We have come to the end of our exploration of Colossians and what it means for Christ to be preeminent in our lives.  As we look at Paul’s final instructions to the Colossians, I think that it is important to understand that making Christ preeminent in our lives and ministry is not some goal to be achieved.  It is a manner of living.  As sinners, our natures will constantly be at war with the preeminence of Jesus, seeking to elevate us to throne of our hearts.  Thus, it is imperative that we always stay vigilant in this area, constantly checking our attitudes and motives in everything we do. In fact, this week’s passage starts with the Greek word proskartereo, which can be translated “to attend constantly; stand ready.” So, how do we stay vigilant about keeping Christ preeminent in our lives?

  1. Pray.  If you’re like me, it’s easy to find yourself running on “autopilot.”  I often treat God as if I’ve got everything under control; I’ll get back to Him when/if I need something.  That attitude ignores the preeminence of Christ and relegates Him to a place of being an emergency back up plan.  Basically, I’m telling Christ, “Thanks for getting me out of hell.  I can handle it from here.” Making time for prayer in our lives re-orients our hearts and priorities.  The more time we spend communing with Jesus, the more we fall in love with Him. The more we fall in love with Him, the more willing we are to surrender to His preeminence.
  2. Be thankful.  Thankfulness is such an amazing tool for heart transformation.  Nothing has more power to transform our attitudes than thankfulness.  Doubt, fear, worry, and busyness cloud our hearts and minds, driving us towards selfishness.  Thankfulness corrects our course, shifting our focus from ourselves and our problems to the gracious goodness of our Savior.  That’s what allowed Paul to be focused on proclaiming the gospel while in prison and facing death.

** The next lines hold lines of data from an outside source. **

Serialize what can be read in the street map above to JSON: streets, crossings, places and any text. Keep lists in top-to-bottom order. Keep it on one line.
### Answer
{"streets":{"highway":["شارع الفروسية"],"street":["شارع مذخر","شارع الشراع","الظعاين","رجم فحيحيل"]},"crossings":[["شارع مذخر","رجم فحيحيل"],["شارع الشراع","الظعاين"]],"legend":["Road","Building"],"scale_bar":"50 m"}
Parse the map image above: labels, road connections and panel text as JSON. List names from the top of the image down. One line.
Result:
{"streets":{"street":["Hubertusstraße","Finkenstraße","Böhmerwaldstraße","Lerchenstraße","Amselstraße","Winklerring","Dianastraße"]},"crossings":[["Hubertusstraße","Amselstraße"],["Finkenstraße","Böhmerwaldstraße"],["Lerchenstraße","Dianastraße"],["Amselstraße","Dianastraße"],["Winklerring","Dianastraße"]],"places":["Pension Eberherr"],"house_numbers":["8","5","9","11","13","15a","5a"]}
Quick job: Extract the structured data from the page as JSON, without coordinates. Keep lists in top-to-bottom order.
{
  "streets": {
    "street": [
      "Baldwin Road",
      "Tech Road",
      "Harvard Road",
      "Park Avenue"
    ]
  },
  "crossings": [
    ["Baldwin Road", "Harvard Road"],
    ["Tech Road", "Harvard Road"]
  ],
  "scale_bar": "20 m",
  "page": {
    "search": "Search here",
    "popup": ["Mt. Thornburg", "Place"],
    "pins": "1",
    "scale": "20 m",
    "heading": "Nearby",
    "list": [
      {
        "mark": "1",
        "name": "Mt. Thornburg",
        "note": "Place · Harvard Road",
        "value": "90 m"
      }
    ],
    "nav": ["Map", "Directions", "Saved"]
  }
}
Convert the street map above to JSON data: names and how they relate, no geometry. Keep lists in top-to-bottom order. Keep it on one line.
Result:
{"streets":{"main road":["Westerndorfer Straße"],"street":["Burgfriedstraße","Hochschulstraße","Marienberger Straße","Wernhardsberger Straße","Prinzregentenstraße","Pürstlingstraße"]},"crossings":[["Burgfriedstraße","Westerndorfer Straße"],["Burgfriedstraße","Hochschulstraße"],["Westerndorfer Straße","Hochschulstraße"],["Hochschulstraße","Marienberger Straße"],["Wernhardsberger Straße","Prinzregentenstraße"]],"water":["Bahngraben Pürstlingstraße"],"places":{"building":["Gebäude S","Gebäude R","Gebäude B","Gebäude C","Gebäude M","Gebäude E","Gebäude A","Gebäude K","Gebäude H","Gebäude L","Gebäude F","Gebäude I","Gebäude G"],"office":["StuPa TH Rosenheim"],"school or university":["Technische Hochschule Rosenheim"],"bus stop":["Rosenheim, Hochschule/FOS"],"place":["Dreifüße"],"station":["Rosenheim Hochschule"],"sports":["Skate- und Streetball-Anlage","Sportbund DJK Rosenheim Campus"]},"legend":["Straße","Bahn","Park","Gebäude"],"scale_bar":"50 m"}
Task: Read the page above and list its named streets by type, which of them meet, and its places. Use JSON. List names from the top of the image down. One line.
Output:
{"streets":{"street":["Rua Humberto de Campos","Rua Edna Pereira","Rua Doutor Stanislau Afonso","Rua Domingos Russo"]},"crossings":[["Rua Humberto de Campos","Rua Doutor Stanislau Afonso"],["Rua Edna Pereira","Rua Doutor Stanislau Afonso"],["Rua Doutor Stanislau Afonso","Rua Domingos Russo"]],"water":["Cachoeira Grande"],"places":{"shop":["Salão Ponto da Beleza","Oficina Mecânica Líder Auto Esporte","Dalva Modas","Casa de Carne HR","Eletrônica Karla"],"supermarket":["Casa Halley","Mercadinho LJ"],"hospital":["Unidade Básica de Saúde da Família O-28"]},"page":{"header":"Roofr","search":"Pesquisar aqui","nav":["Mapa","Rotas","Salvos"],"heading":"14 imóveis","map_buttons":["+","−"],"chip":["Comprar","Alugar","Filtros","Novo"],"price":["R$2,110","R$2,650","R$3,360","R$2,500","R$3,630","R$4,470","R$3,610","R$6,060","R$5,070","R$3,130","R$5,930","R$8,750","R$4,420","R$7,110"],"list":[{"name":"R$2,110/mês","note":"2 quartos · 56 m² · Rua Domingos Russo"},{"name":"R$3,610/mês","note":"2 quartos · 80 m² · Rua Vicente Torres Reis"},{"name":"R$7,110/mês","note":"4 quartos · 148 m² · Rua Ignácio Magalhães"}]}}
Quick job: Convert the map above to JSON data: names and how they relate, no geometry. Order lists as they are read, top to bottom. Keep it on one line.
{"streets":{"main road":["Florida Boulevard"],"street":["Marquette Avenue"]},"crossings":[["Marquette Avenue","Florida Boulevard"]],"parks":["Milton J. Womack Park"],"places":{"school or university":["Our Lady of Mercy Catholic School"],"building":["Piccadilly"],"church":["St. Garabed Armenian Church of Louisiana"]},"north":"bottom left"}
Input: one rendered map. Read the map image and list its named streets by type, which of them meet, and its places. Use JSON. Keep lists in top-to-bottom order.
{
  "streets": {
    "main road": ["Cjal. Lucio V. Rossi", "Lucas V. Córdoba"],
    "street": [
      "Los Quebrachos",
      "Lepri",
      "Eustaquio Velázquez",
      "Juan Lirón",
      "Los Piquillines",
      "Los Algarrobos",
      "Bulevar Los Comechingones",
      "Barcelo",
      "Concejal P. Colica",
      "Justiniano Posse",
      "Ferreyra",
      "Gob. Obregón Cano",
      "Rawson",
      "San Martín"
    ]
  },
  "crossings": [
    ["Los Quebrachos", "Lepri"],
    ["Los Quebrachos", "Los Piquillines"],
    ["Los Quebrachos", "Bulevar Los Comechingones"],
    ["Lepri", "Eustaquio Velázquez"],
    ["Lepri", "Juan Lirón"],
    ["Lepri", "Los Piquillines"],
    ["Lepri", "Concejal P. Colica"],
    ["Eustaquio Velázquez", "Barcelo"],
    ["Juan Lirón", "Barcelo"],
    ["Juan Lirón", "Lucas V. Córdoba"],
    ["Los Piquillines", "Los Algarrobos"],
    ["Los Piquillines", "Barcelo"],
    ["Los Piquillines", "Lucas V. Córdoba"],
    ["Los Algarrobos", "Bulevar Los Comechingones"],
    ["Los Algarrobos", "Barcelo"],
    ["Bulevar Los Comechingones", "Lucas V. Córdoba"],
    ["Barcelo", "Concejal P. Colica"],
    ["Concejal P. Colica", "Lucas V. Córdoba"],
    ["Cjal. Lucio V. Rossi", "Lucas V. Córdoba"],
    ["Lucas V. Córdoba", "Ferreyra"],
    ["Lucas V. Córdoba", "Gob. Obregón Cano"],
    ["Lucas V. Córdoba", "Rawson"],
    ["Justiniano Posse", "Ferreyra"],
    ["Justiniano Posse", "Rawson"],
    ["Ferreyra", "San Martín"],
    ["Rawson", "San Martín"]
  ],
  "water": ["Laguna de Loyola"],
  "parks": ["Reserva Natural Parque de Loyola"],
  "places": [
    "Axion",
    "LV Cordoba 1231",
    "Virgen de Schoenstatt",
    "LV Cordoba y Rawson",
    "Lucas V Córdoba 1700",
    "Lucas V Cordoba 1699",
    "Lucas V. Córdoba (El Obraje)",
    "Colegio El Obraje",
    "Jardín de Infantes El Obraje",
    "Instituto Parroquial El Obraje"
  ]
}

  3. Live evangelistically.  If Christ is truly preeminent in your life, then the things that are important to Him will be important to you.  Remember, Christ is the Good Shepherd, who left the 99 in search of the 1.  He’s not willing that any of those lost sheep perish.  He wants all of them to come to repentance.  If Christ is truly preeminent in our lives, we will have that same heart for the lost.
  4. Speak graciously.  There’s not much of this going on right now, even in the Church.  As the beneficiaries of grace, it is our duty to extend that grace to others.  The Church is supposed to be a force for kindness, gentleness, reasonableness, mercy, and peace in our world (Jas. 3:13-18).  When we speak to each other and the lost with the same rancor that is displayed by the world, we have lost sight of our mission and calling, and we lose our influence. However, when our speech is characterized by grace, we bring calm and peace to even the most difficult of circumstances.  We disarm hostilities.  Really, we bring Christ into the situation. 


  1. Which of the 4 keys listed above do you struggle with the most? Why do you think that is?
  2. In difficult times like this, it is easy to fall into the mindset of being impatient for the return of Christ. But stop and think for a moment.  What if you were the 1 sheep instead of a member of the 99?  Would that change your attitude?
  3. Examine how you communicate with others daily (in-person, text, social media, etc.). Is there one form of communication where you find it easier to speak graciously?  Is there one form of communication where you are more likely to NOT speak graciously?  If so, why? How can you change that?